[44] The Memories

4.7K 746 17
                                    

Gadis itu menatap tubuh yang terbujur kaku penuh darah di depannya. Tatapannya kosong, datar dan tidak memiliki gairah hidup. Di tangan nya terdapat pisau berlumuran darah. Gadis itu menghembuskan nafas panjang. "Akhirnya bebas, ya?"

Dia berjongkok dan memeriksa mayat seorang pria paruh baya yang terbujur kaku dengan tubuh penuh luka tusukan. Wajah itu sangat mirip dengan wajahnya, namun beda nya aura yang di keluarkan pria itu seperti iblis.

"Terima kasih sudah membesarkan ku selama ini, ayah." Gadis itu mengusap kening ayahnya yang dingin dan pucat. "Aku sangat berterima kasih. Terima kasih sudah membunuh ibuku, terima kasih sudah membunuh adikku." Gadis itu terkikik, "aku juga akan menyusul. Aku berjanji aku akan bertemu lagi dengan ibu dan adik. Ayah, semoga kau bahagia di neraka."

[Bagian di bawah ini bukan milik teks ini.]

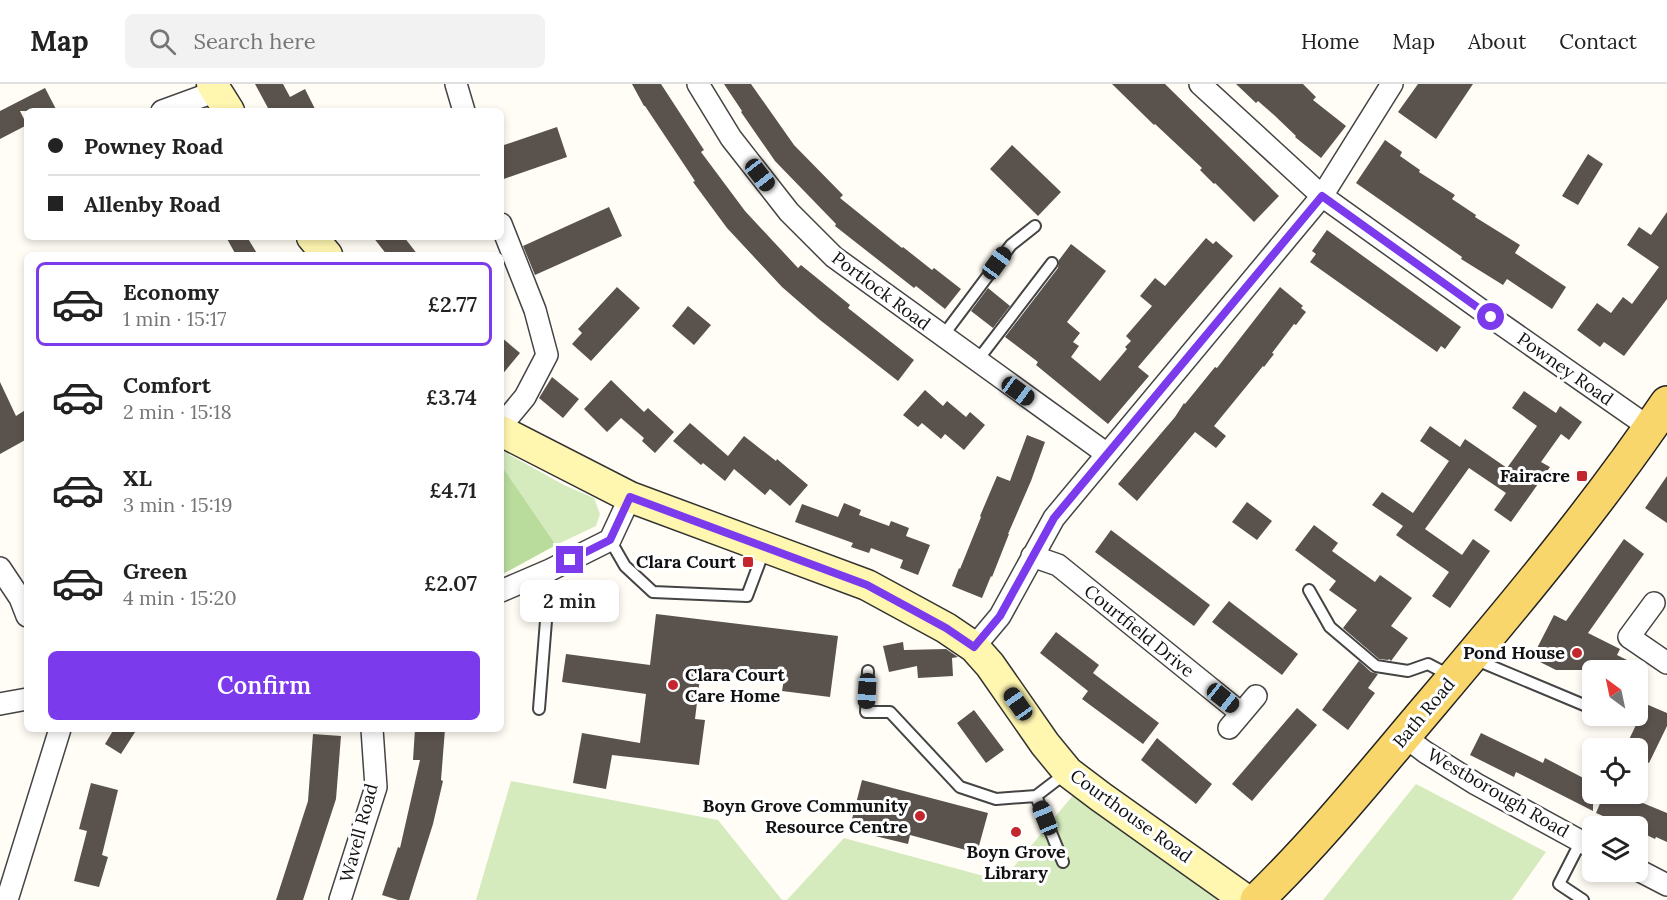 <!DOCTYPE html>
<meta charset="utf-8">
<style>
:root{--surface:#fff;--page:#f2f2f2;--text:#222;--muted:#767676;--line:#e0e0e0;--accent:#7c3aed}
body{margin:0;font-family:Lora,serif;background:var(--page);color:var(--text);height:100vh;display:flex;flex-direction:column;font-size:22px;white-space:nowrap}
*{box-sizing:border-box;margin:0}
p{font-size:20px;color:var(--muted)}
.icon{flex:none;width:33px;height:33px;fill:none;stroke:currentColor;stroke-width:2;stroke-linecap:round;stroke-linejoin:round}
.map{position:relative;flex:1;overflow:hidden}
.details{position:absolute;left:24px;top:168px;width:480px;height:480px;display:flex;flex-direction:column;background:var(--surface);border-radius:9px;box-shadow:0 3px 9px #0003}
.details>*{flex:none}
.guide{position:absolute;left:24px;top:24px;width:480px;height:132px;border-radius:9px;box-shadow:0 3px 9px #0003;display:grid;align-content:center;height:132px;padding:0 24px;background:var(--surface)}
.needle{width:39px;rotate:327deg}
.tools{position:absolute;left:1582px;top:576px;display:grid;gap:12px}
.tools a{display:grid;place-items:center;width:66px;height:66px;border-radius:9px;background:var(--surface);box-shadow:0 3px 9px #0003;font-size:30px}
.end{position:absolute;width:27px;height:27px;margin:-14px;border:8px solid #7c3aed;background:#fff;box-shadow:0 0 0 3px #fff}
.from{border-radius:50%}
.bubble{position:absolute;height:42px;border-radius:9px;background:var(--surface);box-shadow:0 3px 9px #0003;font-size:20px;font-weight:600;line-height:42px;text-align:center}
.car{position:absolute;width:18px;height:36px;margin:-18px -9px;border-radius:8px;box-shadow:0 0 4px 2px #0007;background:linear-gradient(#222 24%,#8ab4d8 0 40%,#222 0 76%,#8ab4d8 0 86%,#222 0)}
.guide b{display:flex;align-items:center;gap:21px;height:57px;font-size:22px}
.guide b+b{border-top:2px solid var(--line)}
.guide i{width:15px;height:15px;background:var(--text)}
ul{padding:10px 0 0;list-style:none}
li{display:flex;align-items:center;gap:18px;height:84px;margin:0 12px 9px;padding:0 12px;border:3px solid transparent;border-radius:9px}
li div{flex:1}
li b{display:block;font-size:22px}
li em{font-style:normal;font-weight:600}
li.current{border-color:var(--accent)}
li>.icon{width:54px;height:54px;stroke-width:1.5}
.cta{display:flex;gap:12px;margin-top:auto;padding:12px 24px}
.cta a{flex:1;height:69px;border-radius:9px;background:var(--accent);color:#fff;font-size:24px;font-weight:600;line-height:69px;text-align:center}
header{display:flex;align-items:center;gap:36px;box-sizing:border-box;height:84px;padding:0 30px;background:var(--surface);border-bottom:2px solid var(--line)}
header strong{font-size:28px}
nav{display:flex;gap:33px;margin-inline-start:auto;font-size:21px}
.search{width:420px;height:54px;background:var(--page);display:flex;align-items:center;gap:15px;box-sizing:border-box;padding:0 21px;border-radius:9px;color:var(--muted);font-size:22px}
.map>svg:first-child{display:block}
</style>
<header>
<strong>Map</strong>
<div class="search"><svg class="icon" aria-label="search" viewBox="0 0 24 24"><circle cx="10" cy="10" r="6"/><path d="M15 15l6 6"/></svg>Search here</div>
<nav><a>Home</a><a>Map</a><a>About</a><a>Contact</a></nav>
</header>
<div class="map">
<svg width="1667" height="816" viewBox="0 0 1667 816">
<rect width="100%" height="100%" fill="#fffdf5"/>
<path fill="#d5ebbd" d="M501,366L564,401L594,414L600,430L596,442L556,461L501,381Z
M511,697L718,736L782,816H476Z
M1416,700L1546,768L1512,816H1323Z
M1079,704L1218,816H787L844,754L1002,797Z"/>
<path fill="#b9dc9c" d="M501,381L556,461L501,491Z"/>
<path fill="#5a524d" d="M255,0H283L290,13L305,5L316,27H263L268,24Z
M632,0H661L704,66L701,68L745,127L798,184L801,181L850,221L848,224L914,276L898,297L820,236L782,203L727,144L693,98L695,97L645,22H644Z
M724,0H751L794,61L843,111L840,114L902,164L903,163L932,186L934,184L961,205L945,225L916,202L914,204L835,142L836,140L775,77L741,28L742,27Z
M1112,0H1165L1279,112L1254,138L1215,99L1214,100L1200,86L1202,84L1155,40L1154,41Z
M1236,0H1303L1316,13L1313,16L1346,42L1321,74L1295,53L1296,52L1274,31L1258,17L1256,19Z
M1418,0H1473L1436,55L1398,28Z
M45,4L57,27H20L27,41L0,55V27Z
M557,43L567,73L501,96V62Z
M1385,56L1402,68L1400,72L1420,86L1419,88L1455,111L1452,115L1476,131L1475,133L1520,161L1515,169L1566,203L1552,225L1507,195L1503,201L1461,175L1462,173L1356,99Z
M1012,61L1061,108L1038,132L990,85Z
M1588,70L1603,80L1578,121L1562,112Z
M609,123L622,152L535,191L523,162Z
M1667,128V215L1624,272L1604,258L1600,263L1577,246L1597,219L1611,229L1623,213L1632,220L1659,183L1627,161L1639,143L1651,151Z
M1327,146L1461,243L1445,265L1441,262L1437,268L1310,178L1316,170L1312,167Z
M226,153H247L258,171H236Z
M373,153H404L418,171H387Z
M1206,154L1213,160L1216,157L1233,172L1138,283L1149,292L1108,340L1036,281L1038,278L1005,253L1058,184L1059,176L1071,160L1106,187L1067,238L1080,249L1073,258L1079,262L1071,273L1100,297L1127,265L1125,263L1131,257L1126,252L1152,222L1140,212L1155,194L1165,202Z
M617,203L640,224L591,277L572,260L582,249L578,245Z
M1280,203L1303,222L1301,224L1306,228L1296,241L1294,240L1272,269L1274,270L1264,283L1263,282L1214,342L1226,352L1216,364L1195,348L1137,417L1118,400L1175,333L1184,319L1185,320L1215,283L1217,284Z
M988,204L1010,222L993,244L971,227Z
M688,222L711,241L694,261L672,242Z
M501,253L520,269L501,292Z
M552,293L579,315L563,334L539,314Z
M611,296L644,328L648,324L674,348L655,369L642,357L644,354L621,334L607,348L584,325Z
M0,298L16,332L27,325V355L0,370Z
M925,306L943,322L947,317L966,333L970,328L985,341L964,366L945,350L941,355L922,339L918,343L903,331Z
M1524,307L1556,329L1560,322L1582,338L1569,356L1561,350L1541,378L1550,383L1511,438L1494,426L1506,409L1469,384L1425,445L1462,471L1473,455L1490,467L1450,524L1432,512L1449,488L1396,451L1403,442L1372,421L1382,408L1413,429L1449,377L1420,357L1430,342L1460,363L1465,355L1507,384L1537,342L1512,324Z
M690,339L728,372L744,352L776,377L777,375L808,401L790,422L770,405L765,411L734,385L725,397L703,379L701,381L673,357Z
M1027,351L1045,358L1031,397L1008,450H1009L992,493L991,492L982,514L952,502L959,484L960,485L981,433L980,432L997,392L1010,397Z
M1667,392V439L1645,424Z
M1247,418L1272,437L1257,456L1232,438Z
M844,419L861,426L859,431L889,442L891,437L909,444L906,452L930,461L918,491L900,484L903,476L871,464L869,469L851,463L853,459L795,438L802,420L838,433Z
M1314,441L1338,459L1332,467L1375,498L1380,491L1412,514L1391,542L1408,554L1391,577L1389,575L1388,576L1379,575L1343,544L1357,526L1329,506L1336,497L1295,466Z
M1111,446L1210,521L1194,542L1095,468Z
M1624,455L1644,470L1588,549L1620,565L1617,571L1647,586H1556L1532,574L1554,531L1566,537Z
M1229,517L1298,570L1282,591L1212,538Z
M656,530L838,552L830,613L782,607L784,595L701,585L695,635L705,636L699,681L612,671L606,705L573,699L582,649L640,659L646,610L562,598L566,570L650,581Z
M1056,548L1099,581L1093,589L1159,639L1143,660L1082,615L1088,607L1040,569Z
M903,558L904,566L946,565L958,573L952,574L953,592L918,594L917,582L889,588L883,562Z
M1359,577L1371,588L1378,590L1368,604L1375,609L1348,646L1322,626Z
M1646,620L1667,629V642L1649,679L1638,674V664H1625Z
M1297,624L1317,641L1252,717L1232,700Z
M974,626L1004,666L986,679L957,639Z
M114,645H137L121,670L105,660Z
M415,645H445L441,696L443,697L433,740L409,816H398L382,811L398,763L400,764L420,676H413Z
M1481,649L1543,679L1545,674L1593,699V727L1516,688L1514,693L1470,671Z
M313,650L341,652L336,715L303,816H276L308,717Z
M1157,654L1212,700L1196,720L1141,676Z
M862,696L988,729L977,769L910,751L908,760L871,751L874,740L852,735Z
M91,699L118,706L102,771L108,773L99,803L74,797L87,747L79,745Z
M1604,710H1621L1667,729V758L1656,753L1655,755L1638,747V742H1626L1596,729Z"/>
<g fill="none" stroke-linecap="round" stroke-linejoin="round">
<defs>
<path id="lane" d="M942,253L1011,161L1035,142
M977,277L1052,179
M610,456L625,482L653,508L747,512L765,464
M1309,506L1330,543L1376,582L1408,587L1428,580L1451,592
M1474,575L1584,621
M868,587L866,628H890L960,703L996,715L1036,712L1066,689
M539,625L550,486
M1036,712L1063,778
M1581,757L1559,800L1583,816"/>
<path id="street" d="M456,0L464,27
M698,0L731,54L789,128L834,173L1107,370
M1200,0L1322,112L1491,233L1650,344
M162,27L217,7
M501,140L535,226L547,271L525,313L501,342
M1032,472L1058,481L1241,629
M0,484L20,514L27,532
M501,507L550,486L610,456L630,413
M1654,519L1629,553L1667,579
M974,563L1000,532L1054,434L1322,112L1392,0
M0,620L27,615
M1229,644L1256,612
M1404,652L1425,668L1476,700L1593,764
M1638,786L1667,801
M7,816L60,645
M340,816L376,703L372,645"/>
<path id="secondary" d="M212,0L229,27
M312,153L327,171
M501,347L630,413L867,501L946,544L974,563L990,581L1045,660L1068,688L1101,713L1246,816"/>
<path id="primary" d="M1257,816C1320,755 1375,686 1432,619C1514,522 1596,424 1667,319"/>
</defs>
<use href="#lane" stroke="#444" stroke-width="14"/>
<use href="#street" stroke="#444" stroke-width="24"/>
<use href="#secondary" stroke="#333" stroke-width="33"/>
<use href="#primary" stroke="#222" stroke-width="36"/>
<use href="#lane" stroke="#fff" stroke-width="10"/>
<use href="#street" stroke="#fff" stroke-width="21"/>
<use href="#secondary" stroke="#fff6b0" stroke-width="30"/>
<use href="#primary" stroke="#f9d66b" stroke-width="33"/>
</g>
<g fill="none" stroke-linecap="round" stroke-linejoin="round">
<path stroke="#7c3aed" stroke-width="8" d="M570,476L610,456L630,413L867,501L946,544L974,563L1000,532L1054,434L1322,112L1491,233"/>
</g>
<g fill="#c4262e" stroke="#fff" stroke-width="2">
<rect x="1576" y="386" width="12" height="12" rx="3"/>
<rect x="742" y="472" width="12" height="12" rx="3"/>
<circle cx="1577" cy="569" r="6"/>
<circle cx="673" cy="601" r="6"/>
<circle cx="920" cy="732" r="6"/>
<circle cx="1016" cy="748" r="6"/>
</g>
<g text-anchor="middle" stroke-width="6" stroke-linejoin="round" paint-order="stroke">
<g font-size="18" fill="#111" stroke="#fff">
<text transform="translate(881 207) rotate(37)" y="6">Portlock Road</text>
<text transform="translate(1565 285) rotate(35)" y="6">Powney Road</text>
<text transform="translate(1139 547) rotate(39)" y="6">Courtfield Drive</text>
<text transform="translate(1424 629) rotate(-50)" y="6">Bath Road</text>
<text transform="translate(1498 709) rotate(30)" y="6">Westborough Road</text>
<text transform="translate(1131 732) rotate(36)" y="6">Courthouse Road</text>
<text transform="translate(359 749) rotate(-75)" y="6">Wavell Road</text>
</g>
<g font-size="18" font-weight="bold" fill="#111" stroke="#fff" text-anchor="end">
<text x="1570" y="398">Fairacre</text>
<text x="736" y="484">Clara Court</text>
<text x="1565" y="575">Pond House</text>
<text x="685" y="597" text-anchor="start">Clara Court<tspan x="685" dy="21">Care Home</tspan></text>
<text x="908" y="728">Boyn Grove Community<tspan x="908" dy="21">Resource Centre</tspan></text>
<text x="1016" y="774" text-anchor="middle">Boyn Grove<tspan x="1016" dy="21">Library</tspan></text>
</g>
</g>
</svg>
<div class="tools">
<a><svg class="needle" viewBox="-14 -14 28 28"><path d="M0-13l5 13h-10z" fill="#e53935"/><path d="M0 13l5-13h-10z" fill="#767676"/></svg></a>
<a><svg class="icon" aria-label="locate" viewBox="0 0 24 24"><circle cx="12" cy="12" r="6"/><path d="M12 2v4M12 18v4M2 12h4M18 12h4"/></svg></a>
<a><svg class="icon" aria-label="layers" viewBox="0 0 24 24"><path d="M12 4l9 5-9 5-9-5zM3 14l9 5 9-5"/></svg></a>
</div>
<i class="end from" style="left:1491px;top:233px"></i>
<i class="end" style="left:570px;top:476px"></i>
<div class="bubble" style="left:520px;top:496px;width:99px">2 min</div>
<i class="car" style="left:760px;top:91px;rotate:142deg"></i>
<i class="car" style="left:997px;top:179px;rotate:36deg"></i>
<i class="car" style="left:1018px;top:307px;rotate:126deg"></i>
<i class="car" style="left:867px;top:607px;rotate:183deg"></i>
<i class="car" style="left:1223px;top:614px;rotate:129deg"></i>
<i class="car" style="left:1018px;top:620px;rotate:325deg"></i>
<i class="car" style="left:1045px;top:734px;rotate:338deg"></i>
<div class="guide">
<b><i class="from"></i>Powney Road</b>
<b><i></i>Allenby Road</b>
</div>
<section class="details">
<ul>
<li class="current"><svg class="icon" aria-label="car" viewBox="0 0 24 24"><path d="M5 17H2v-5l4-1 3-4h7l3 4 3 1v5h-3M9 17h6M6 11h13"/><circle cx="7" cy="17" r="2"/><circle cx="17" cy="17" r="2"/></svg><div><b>Economy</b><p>1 min · 15:17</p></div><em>£2.77</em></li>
<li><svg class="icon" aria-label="car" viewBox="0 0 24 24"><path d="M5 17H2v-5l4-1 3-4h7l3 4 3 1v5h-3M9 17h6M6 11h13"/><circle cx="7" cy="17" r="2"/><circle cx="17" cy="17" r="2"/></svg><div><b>Comfort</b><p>2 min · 15:18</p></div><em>£3.74</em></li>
<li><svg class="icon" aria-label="car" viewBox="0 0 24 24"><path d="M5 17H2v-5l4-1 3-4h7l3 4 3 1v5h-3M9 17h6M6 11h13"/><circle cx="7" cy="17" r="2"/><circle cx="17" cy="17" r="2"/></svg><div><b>XL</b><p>3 min · 15:19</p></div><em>£4.71</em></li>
<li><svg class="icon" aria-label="car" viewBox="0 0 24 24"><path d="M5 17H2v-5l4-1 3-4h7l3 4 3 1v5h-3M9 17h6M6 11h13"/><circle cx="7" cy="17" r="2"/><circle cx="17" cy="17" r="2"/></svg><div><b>Green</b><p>4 min · 15:20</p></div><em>£2.07</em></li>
</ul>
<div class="cta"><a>Confirm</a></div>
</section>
</div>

Gadis itu berbalik untuk melihat tubuh lain yang terbujur kaku tak jauh dari mereka. Tubuh seorang anak laki-laki dengan wajah yang mirip dengannya. Gadis kecil itu mendekat, menatap sang saudara untuk terakhir kalinya. Darah mengalir dari kepala anak laki-laki itu.

Gadis kecil itu mengelus surai halus sang saudara, netranya berlama-lama tinggal untuk menatap jasad sang saudara yang begitu dia sayangi. Harta nya. Kini telah terenggut darinya begitu saja.

"Selamat tinggal, adikku. Aku harap kita bertemu di Surga. Jika aku tidak bisa sampai kesana, tolong jaga ibu untukku disana." Gadis kecil itu terisak dan mengecup kening sang saudara.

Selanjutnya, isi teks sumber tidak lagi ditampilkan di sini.